Elapsed filter joining elapses_time from other dir files resulting in false time duration

105 Views Asked by At

https://stackoverflow.com/a/51825609/16120054

Hi All,

Based on the above link solution, has this to be implemented with pipeline.workers 1 in conf settings?

Can anyone please advise?

3

There are 3 best solutions below

7
On

The aggregate filter needs pipeline.workers set to 1 to work correctly and while the elapsed filter does not says anything about the number of workers in the documentation, it is also recommended to set the pipeline.workers to 1.

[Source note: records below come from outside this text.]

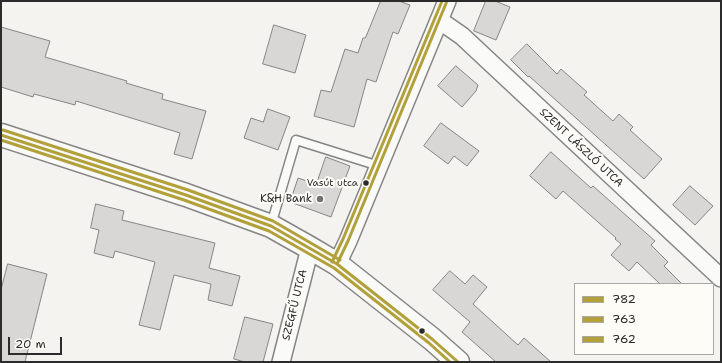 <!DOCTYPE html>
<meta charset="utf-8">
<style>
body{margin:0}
#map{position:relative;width:722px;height:363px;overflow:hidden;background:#f4f3f0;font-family:"Shantell Sans",sans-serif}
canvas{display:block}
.frame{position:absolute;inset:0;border:2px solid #2b2b2b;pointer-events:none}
.legend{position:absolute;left:574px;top:283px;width:140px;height:72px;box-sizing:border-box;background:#fdfcf7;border:1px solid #a9a8a5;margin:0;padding:5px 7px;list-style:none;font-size:12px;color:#2b2b2b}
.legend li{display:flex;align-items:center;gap:8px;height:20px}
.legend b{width:20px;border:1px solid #a9a8a5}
.scale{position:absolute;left:8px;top:337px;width:54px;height:18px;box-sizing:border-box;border:2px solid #2b2b2b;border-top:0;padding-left:5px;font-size:12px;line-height:14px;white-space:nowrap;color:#2b2b2b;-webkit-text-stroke:3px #fdfcf7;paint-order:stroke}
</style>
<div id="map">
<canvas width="722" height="363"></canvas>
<div class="frame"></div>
<ul class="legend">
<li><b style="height:5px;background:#b2a13b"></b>782</li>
<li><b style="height:5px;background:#b2a13b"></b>763</li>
<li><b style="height:5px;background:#b2a13b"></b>762</li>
</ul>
<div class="scale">20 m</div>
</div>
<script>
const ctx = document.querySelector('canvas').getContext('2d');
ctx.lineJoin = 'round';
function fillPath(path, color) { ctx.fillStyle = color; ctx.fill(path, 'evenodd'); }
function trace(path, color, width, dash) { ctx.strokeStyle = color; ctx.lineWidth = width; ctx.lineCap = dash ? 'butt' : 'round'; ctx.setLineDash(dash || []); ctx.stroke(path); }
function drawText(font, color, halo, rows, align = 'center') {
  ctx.font = font + ' "Shantell Sans",sans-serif'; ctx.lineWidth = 4; ctx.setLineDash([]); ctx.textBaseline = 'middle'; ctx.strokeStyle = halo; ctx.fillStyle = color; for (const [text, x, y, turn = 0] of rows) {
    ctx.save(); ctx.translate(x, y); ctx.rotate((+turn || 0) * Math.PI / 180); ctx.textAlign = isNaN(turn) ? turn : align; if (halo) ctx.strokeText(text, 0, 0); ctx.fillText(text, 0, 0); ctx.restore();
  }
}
const building = new Path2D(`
 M 381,1 L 399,1 L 410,5 L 398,34 L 393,32 L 376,82 L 367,79 L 354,127 L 314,116 L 321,90 L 331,92 L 345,49 L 358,53 L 363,38 L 365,38 Z
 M 486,1 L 495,1 L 510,7 L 496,40 L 474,31 Z
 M 274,25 L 306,35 L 295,73 L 263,64 Z
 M 1,27 L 50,41 L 45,57 L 127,81 L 126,83 L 163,94 L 162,99 L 206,111 L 192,159 L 174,154 L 180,133 L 76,101 L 75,105 L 34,94 L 33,97 L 1,87 Z
 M 527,44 L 557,74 L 561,69 L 587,92 L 584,95 L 613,121 L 619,114 L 633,127 L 630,130 L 662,159 L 644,179 L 529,76 L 528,77 L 511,60 Z
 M 456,66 L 478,85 L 476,91 L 462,107 L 438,86 Z
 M 268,109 L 290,117 L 278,150 L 244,138 L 251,118 L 263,122 Z
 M 441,123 L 479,151 L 467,166 L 454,156 L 448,164 L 424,146 Z
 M 551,152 L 591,188 L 593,186 L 655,241 L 651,245 L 668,262 L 664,266 L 682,284 L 660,284 L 637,262 L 629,271 L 611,255 L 621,244 L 615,239 L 616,238 L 563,191 L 556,199 L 530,176 Z
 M 326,157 L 350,166 L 331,217 L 290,202 L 298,178 L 316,184 Z
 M 690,186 L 713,206 L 695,225 L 673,205 Z
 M 96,204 L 124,211 L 122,220 L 215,243 L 209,268 L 240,276 L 232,306 L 208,300 L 211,284 L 174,275 L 160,330 L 139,325 L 155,262 L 115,251 L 113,258 L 94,253 L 99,230 L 91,228 Z
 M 8,264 L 47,274 L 25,362 L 1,362 L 1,290 Z
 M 450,271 L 465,284 L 473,275 L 487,287 L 473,304 L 518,345 L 524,338 L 551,362 L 496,362 L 462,332 L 470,322 L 433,290 Z
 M 245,317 L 273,324 L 263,362 L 245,362 L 234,359 Z`);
const lane = new Path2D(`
 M 271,225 L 296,140 L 379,166`);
const street = new Path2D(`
 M 439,20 L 462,36 L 721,278
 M 337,264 L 348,241 L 447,1
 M 281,362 L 310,248`);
const secondary = new Path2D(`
 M 1,135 L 186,195 L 271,226 L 310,248 L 337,264 L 432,339 L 458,362`);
const bus1 = new Path2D(`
 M 1,135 L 186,195 L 271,226 L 337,264 L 432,339 L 458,362
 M 337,264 L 348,241 L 447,1`);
const bus2 = new Path2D(`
 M 1,140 L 184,200 L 269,231 L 334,268 L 429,343 L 450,362`);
const bus3 = new Path2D(`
 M 3,130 L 188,190 L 273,221 L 340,260
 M 332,262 L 343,239 L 442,1`);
const markers = [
 [366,183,3.5,"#2b2b2b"],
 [320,199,4,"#717170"],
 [422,331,3.5,"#2b2b2b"]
];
const busNames = [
 ["Vasút utca",358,183]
];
const streetNames = [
 ["SZENT LÁSZLÓ UTCA",581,148,43],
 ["SZEGFŰ UTCA",295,305,-76]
];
const poiNames = [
 ["K&H Bank",312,199]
];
fillPath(building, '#d8d7d5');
trace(building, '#858584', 1);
trace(lane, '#858584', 11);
trace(street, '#858584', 20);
trace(secondary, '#858584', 25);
trace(lane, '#fafaf8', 8);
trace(street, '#fafaf8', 17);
trace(secondary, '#fafaf8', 22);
trace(bus1, '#b2a13b', 3);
trace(bus2, '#b2a13b', 3);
trace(bus3, '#b2a13b', 3);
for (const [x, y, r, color] of markers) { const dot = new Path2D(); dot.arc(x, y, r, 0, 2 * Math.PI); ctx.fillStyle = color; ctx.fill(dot); trace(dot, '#fdfcf7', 1.5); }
drawText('10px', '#2b2b2b', '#fdfcf7', busNames, 'right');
drawText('11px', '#2b2b2b', '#fdfcf7', streetNames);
drawText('11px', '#2b2b2b', '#fdfcf7', poiNames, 'right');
</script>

Both of these filters needs the events to pass through the pipeline on the same thread, so to do that you need pipeline.workers set to 1.

1
On
input { 
    file    {
        path => "/home/dev*/status.log*"
        exclude => "status.log.10"
        start_position => "beginning"
        sincedb_path => "/dev/null"
#       sincedb_path => "/home/dev/db/devdb"
        file_sort_by => "path"
        file_sort_direction => "desc"
        }
}



output
{
stdout { codec => rubydebug }
}

filter {


if [path] =~ "dev1" 
{
mutate
{
replace => { "host" => "dev1" }
}
}
else if [path] =~ "dev2" 
{
mutate
{
replace => { "host" => "dev2" }
}
}
else if [path] =~ "dev3" 
{
mutate
{
replace => { "host" => "dev3" }
}
}
else if [path] =~ "dev4" 
{
mutate
{
replace => { "host" => "dev4" }
}
}


if [message] =~ "devManager"
{
grok
{
match => { "message" => "(?<logtime>%{DAY} %{MONTH} %{MONTHDAY} %{HOUR}:%{MINUTE}:%{SECOND}).*= %{BASE10NUM:status}" }
                    
}
date
{
match =>  [ "logtime", "EEE MMM dd HH:mm:ss.SSS" ] 
}

    if [status] == "0" {
    mutate
    {
      update => { "status" => "down" }
    }
    }
    else if [status] == "1" {
    mutate
    {
      update => { "status" => "up" }
    }
    }

mutate
{
add_tag => [ "%{status}" ]
}

elapsed
{
start_tag => "up"
end_tag => "down"
unique_id_field => "host"
timeout => 86400
}

elapsed
{
start_tag => "down"
end_tag => "up"
unique_id_field => "host"
timeout => 86400
}

if "up" in [tags] and [host]
{
mutate
{
add_field => { "host_down" => "%{elapsed_time}" }
}
mutate
{
convert =>
{
"host_down" => "float"
}
}
}



else if "down" in [tags] and [host]
{
mutate
{
add_field => { "host_up" => "%{elapsed_time}" }
}
mutate
{
convert =>
{
"host_up" => "float"
}
}
}


mutate
{
rename => { 
"status" => "%{host}_status" 
"host_up" => "%{host}_up"
"host_down" => "%{host}_down"
}
remove_field => [ "info" , "@version"    ]
}
}        
     
else { drop { } }

Here is the conf file which i am using with one worker. the path - "dev*" has dev1 to dev12 folders, which are to be read from.

log sample is as below;

/dev/status.log
Wed Jun 09 22:26:37.296  devManager: status = 1
Wed Jun 09 23:09:40.191  devManager: status = 0
Wed Jun 09 23:10:17.064  devManager: status = 0
Wed Jun 09 23:11:14.692  devManager: status = 1

@leandrojmp

0
On

I am thinking of another way. May be a little extra step to bring all my devs data to be ordered by one pipeline. Here's the process;

  1. Make pipeline to capture all the status = 0/1 from all devices, lets name it grabber.conf
  2. grabber.conf will do grok, and output to a status.log on disk. This status.log will have all the data on the status from all devs.
  3. grabber.conf will have input { exec { command => "sort...." } } . This sort will be directed to the status.log to sort all the dates in order and save itself. ( the interval for exec is trivial ).
  4. Make another pipeline to just execute elapsed filter on all the status from devs by adding tags to them as start and end. Lets name it durations.conf
  5. So, no matter what order of dates the logs are gathered and saved on status.log, the sort command will arrange them in order and make it ready for durations.conf to do its elapsed calculations.

Another risk of duplication of data can be avoided by adding fingerprint to the durations.conf.

Let me know if this could be an alternative solution to my query.